» **ENTRIES SUPPLIED**
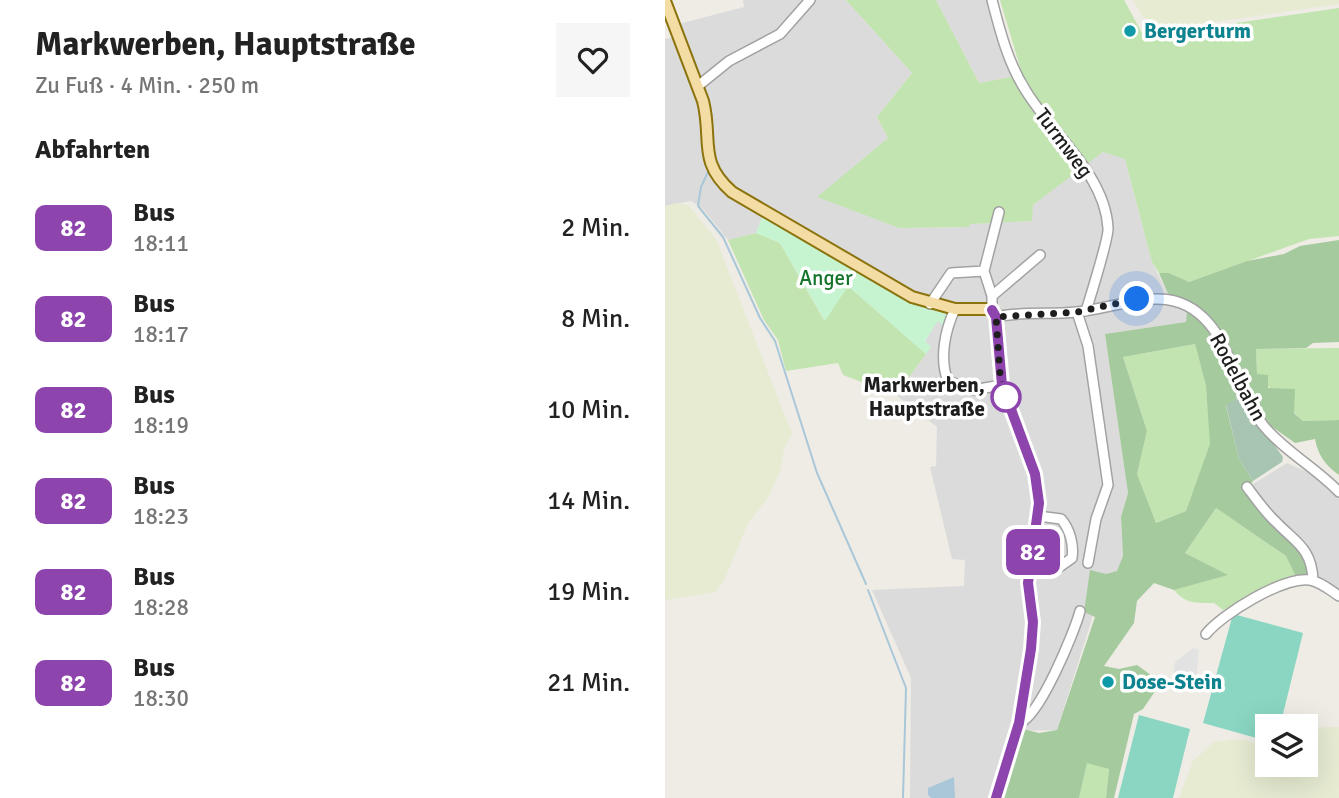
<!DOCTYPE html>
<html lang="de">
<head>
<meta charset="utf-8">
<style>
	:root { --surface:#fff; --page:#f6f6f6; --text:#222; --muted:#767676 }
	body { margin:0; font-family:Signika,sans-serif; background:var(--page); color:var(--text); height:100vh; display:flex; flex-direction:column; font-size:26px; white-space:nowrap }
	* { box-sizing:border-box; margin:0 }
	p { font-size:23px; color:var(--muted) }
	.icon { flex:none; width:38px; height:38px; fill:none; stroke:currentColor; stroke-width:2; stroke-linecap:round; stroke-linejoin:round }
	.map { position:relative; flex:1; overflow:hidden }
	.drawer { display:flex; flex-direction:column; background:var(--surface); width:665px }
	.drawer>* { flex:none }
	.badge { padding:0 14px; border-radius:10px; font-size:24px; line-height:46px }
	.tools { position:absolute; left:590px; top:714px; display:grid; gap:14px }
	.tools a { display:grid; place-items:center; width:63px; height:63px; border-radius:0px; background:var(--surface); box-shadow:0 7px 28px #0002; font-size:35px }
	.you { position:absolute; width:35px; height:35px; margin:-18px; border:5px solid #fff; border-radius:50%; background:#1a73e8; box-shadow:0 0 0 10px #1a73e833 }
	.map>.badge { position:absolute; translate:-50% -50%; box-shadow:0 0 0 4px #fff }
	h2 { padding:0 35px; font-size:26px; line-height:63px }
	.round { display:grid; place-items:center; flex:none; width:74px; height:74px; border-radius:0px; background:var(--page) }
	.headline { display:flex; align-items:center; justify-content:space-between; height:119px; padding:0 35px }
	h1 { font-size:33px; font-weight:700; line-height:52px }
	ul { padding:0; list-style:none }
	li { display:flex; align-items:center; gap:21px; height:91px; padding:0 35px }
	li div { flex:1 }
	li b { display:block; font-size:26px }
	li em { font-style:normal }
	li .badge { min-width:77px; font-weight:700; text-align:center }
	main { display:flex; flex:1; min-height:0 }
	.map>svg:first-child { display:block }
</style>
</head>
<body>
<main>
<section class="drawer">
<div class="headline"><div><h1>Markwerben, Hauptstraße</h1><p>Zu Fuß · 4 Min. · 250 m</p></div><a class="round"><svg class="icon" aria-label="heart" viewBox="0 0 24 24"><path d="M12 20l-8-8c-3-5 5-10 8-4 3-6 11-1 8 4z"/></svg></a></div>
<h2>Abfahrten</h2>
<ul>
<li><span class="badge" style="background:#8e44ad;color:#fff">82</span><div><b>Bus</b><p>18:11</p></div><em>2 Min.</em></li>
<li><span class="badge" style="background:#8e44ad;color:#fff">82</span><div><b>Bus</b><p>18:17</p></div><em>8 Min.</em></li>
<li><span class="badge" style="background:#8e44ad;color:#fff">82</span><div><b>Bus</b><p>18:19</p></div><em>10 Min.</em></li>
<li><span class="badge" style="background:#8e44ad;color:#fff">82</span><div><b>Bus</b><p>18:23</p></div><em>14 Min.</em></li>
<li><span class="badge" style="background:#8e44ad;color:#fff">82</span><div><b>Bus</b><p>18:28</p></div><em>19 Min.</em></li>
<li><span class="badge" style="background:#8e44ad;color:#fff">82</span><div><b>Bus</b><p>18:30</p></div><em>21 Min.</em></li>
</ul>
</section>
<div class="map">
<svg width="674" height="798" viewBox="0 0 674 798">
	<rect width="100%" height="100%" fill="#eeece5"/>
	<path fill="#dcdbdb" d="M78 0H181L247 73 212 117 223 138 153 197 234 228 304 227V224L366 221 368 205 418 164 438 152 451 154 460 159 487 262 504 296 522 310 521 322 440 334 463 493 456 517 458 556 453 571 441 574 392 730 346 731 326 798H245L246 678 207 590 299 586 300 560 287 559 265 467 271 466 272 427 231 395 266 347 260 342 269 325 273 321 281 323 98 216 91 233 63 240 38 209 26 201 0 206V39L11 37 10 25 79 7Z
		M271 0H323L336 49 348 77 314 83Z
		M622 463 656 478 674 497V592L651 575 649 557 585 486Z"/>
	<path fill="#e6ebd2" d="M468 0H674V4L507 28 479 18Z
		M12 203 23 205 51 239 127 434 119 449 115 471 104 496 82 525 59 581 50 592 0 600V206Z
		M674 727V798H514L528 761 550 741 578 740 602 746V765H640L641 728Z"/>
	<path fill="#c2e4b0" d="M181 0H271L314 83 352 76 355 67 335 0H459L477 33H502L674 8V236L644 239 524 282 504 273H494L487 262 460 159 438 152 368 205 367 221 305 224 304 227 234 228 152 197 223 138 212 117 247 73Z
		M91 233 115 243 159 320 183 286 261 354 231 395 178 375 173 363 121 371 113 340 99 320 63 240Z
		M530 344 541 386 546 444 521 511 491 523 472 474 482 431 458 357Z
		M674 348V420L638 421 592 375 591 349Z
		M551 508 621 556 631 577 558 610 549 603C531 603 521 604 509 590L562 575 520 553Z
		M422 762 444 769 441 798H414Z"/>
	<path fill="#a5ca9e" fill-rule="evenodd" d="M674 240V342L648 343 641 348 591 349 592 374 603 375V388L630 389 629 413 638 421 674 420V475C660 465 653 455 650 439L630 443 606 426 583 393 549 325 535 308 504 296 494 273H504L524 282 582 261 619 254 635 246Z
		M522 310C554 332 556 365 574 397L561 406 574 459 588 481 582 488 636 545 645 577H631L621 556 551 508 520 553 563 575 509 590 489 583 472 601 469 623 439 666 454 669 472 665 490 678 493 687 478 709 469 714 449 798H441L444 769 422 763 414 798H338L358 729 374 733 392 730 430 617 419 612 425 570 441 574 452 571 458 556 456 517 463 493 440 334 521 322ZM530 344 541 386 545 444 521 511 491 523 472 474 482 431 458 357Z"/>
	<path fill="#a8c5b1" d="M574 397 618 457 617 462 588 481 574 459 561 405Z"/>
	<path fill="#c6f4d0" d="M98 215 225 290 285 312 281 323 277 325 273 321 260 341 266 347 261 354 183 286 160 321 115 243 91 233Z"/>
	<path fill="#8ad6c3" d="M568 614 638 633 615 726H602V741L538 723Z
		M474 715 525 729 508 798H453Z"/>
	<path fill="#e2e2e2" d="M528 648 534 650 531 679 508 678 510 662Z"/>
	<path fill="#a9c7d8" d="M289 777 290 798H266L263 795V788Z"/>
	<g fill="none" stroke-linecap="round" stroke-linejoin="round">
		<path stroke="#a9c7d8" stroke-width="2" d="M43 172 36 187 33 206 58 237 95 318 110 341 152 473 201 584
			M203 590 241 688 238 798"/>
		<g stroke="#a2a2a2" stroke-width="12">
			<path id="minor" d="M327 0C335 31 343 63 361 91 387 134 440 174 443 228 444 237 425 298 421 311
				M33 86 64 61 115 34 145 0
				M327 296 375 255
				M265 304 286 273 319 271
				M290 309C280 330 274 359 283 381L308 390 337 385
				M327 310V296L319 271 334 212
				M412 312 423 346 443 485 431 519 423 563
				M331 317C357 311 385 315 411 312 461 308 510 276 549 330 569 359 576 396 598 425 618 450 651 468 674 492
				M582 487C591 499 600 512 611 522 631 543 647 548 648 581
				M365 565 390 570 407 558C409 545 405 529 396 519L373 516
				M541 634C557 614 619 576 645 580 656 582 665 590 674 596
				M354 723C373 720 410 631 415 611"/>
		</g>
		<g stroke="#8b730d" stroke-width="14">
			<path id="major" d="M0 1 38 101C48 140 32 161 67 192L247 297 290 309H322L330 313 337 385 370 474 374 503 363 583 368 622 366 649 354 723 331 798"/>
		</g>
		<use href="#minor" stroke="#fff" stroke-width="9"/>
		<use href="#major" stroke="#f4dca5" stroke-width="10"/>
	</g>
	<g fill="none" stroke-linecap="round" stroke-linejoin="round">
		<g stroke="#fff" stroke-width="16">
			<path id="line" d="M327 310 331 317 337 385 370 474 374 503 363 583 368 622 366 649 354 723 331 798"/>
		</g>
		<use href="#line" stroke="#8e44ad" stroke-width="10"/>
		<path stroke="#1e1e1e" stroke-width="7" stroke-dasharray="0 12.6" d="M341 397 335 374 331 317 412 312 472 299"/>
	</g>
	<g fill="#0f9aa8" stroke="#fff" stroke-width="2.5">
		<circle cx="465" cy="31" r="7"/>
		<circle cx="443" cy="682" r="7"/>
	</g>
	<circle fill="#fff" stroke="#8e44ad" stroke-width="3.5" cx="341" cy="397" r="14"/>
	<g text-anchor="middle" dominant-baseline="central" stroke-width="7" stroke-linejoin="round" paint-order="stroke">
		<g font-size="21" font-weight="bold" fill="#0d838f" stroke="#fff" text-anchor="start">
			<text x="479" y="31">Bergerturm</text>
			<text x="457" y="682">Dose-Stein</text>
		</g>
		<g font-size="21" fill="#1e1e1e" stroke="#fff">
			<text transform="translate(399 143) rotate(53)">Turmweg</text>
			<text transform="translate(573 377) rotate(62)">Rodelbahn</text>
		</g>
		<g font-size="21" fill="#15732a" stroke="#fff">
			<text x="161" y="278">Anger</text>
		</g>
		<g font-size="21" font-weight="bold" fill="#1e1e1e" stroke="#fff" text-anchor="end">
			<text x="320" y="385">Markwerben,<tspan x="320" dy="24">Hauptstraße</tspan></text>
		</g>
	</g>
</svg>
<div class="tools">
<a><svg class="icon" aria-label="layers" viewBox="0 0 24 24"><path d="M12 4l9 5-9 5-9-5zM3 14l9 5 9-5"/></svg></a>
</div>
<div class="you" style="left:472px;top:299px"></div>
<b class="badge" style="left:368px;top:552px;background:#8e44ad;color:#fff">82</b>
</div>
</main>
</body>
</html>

» **TASK TO COMPLETE**
Once you find the line with "position:absolute; translate:-50% -50%;" in the entries above, output it and each line after it up to and including the line with "font-size:33px; font-weight:700; line-height:52px", and nothing else.

» **RESULT FOR THIS TASK**
	.map>.badge { position:absolute; translate:-50% -50%; box-shadow:0 0 0 4px #fff }
	h2 { padding:0 35px; font-size:26px; line-height:63px }
	.round { display:grid; place-items:center; flex:none; width:74px; height:74px; border-radius:0px; background:var(--page) }
	.headline { display:flex; align-items:center; justify-content:space-between; height:119px; padding:0 35px }
	h1 { font-size:33px; font-weight:700; line-height:52px }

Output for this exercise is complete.